Hi Hamish,
Perseus focuses on XML now. Eventually all Latin texts in Perseus will
be CTS EPIDOC-XML compliant, but at the moment some are CTS EPIDOC XML
compliant and some are not.
The repository of Latin canonical texts you can find here:
https://github.com/PerseusDL/canonical-latinLit/
If you have a look at the progress file
canonical-latinLit.tracking.json, you will see that Pliny is not yet
compliant:
"urn:cts:latinLit:phi0978.phi001.perseus-lat1": {
"epidoc_compliant": false,
"fully_unicode": true,
"git_repo": "canonical-latinLit",
"has_cts_metadata": false,
"has_cts_refsDecl": false,
"id": "1999.02.0138",
"last_editor": "",
"note": "",
"src": "texts/sdl/Latin/PlinyTheElder/PlinyNH.xml",
"status": "migrated",
"target":
"canonical-latinLit/data/phi0978/phi001/phi0978.phi001.perseus-lat1.xml",
"valid_xml": false
}
You can, however, get the XML from the Perseus webpage directly:
http://www.perseus.tufts.edu/hopper/dltext?doc=Perseus%3Atext%3A1999.02.0138
and then strip the XML tags.
This may seem not straight-forward to you, but especially for tasks
like topic-modelling you will need the text in citable units (e.g. in
the olden days, by manually applying line breaks after each unit).

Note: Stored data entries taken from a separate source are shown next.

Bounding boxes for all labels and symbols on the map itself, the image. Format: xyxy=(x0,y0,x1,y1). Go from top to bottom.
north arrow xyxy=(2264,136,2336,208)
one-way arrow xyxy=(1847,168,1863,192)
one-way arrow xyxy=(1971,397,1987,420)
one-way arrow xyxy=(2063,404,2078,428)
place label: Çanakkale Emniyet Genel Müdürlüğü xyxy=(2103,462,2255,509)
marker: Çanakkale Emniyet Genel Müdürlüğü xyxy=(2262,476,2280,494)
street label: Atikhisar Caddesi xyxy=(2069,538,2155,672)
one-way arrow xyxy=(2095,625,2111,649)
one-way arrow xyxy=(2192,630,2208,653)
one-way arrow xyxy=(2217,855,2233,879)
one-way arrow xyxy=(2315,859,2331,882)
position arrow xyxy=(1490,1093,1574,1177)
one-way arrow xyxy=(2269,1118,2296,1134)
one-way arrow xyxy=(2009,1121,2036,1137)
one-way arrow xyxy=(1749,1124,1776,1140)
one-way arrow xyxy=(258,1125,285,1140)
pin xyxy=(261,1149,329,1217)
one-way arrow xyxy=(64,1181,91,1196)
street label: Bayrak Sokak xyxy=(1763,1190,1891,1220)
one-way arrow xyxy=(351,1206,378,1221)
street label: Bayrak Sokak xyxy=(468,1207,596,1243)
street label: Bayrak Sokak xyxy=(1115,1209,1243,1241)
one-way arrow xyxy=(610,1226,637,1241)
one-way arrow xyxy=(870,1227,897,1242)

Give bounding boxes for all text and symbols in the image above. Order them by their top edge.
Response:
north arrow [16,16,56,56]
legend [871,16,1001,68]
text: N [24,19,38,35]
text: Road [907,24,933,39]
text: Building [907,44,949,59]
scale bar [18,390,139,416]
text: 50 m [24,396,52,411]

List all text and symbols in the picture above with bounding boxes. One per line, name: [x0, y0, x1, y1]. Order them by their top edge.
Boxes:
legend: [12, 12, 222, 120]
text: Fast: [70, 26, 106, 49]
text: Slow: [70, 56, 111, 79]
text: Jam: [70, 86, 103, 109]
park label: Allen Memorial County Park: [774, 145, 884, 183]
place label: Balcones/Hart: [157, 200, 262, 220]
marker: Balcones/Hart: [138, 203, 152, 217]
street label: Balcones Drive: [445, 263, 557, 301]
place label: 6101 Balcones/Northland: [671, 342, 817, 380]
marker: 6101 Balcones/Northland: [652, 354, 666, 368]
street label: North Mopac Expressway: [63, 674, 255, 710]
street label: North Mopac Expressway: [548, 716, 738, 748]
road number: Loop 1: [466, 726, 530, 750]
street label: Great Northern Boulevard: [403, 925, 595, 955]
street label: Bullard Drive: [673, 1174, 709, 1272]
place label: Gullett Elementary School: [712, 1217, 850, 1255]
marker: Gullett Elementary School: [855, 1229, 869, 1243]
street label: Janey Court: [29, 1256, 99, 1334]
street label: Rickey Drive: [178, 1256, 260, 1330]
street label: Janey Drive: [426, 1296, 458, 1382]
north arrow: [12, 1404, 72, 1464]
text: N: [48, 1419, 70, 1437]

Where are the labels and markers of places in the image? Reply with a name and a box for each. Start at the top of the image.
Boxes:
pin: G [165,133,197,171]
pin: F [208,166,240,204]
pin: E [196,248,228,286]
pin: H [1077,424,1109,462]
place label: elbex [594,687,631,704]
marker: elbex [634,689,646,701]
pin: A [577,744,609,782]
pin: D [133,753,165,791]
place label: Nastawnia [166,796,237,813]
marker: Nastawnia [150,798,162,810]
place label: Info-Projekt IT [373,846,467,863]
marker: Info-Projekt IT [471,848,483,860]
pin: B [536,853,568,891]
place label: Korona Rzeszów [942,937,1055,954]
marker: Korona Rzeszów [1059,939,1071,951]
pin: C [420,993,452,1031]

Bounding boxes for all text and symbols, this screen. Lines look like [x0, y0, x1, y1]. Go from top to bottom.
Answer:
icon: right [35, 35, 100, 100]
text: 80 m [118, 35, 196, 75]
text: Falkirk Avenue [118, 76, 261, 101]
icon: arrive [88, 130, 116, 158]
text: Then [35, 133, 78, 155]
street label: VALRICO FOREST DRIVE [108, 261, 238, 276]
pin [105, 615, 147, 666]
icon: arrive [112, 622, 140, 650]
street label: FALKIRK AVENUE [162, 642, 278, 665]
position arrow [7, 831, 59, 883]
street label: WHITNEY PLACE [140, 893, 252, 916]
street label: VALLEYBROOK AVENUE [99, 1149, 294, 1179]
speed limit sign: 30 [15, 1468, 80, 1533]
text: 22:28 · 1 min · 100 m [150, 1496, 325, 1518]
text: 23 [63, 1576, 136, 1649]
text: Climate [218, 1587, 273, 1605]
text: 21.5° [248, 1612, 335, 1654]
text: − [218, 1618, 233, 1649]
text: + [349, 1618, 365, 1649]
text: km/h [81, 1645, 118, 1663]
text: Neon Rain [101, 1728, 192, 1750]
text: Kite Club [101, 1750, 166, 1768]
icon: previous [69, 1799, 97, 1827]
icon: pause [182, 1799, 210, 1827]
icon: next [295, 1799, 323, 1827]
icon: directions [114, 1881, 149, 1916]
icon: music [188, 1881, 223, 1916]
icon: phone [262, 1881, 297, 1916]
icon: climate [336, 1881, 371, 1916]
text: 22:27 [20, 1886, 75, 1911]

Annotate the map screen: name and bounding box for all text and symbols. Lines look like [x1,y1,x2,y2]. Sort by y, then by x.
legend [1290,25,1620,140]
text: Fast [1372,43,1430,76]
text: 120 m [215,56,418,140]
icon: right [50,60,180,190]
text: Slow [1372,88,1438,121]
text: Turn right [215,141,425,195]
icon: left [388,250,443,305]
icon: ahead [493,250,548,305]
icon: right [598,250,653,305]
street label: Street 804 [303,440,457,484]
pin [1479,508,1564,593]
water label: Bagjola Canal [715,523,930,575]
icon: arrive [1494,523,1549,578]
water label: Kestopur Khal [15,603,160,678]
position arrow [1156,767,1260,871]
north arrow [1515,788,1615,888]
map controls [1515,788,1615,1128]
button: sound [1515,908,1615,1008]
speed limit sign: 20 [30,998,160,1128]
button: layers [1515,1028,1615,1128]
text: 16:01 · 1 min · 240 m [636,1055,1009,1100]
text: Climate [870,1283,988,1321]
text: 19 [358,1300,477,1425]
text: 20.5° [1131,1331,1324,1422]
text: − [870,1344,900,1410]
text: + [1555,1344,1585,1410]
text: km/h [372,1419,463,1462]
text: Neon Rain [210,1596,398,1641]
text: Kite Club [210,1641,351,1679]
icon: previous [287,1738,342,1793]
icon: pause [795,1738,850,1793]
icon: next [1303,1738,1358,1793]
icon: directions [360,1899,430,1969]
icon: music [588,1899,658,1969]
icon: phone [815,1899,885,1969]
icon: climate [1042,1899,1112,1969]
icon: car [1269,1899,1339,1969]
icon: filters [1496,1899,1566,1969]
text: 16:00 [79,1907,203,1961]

With CTS and the CTS API you will be able to import the text including
the identifiers for the citable units which will make task like topic
modelling a lot easier.
Here is a first tm result of Thucydides using CTS compliant texts, the
CTS API, and good old morpheus to guesstimate the most likely
dictionary form (to normalise the text a tiny bit more.):
http://thomask81.github.io/Greek_vis/#topic=4&lambda=1&term= (I like
to call topic4 the "sea warfare" topic).
You can find drafts of the R script and libraries I use for topic
modelling Latin, Greek, Arabic, English texts here:
https://github.com/ThomasK81/TopicModellingR
There will be a CTS API based release for an open-source open-data
web-app to topic-model Greek and Latin in due course.
Cheers,
Thomas
Quoting Hamish Cameron <[log in to unmask]>:
> Dear List,
>
>
>
> I'm interested in playing around with some statistical analysis of Pliny the
> Elder using Voyant and perhaps some topic modeling tools. I seem to remember
> being able to download the complete Natural History as a txt file from
> Perseus earlier in the year, but now I can't work out how I did it. Was this
> functionality removed, or am I just missing it today?
>
>
>
> (If anyone has already done such a thing, published or otherwise, I'd also
> be interested to hear about it.)
>
>
>
> Thanks in advance!
>
> Hamish
>
>
>
> _____
>
> Hamish Cameron
>
> Visiting Assistant Professor
>
> University of Cincinnati, Department of Classics
>
> Blegen 301 (P.O.Box 210226)
>
> [log in to unmask]
|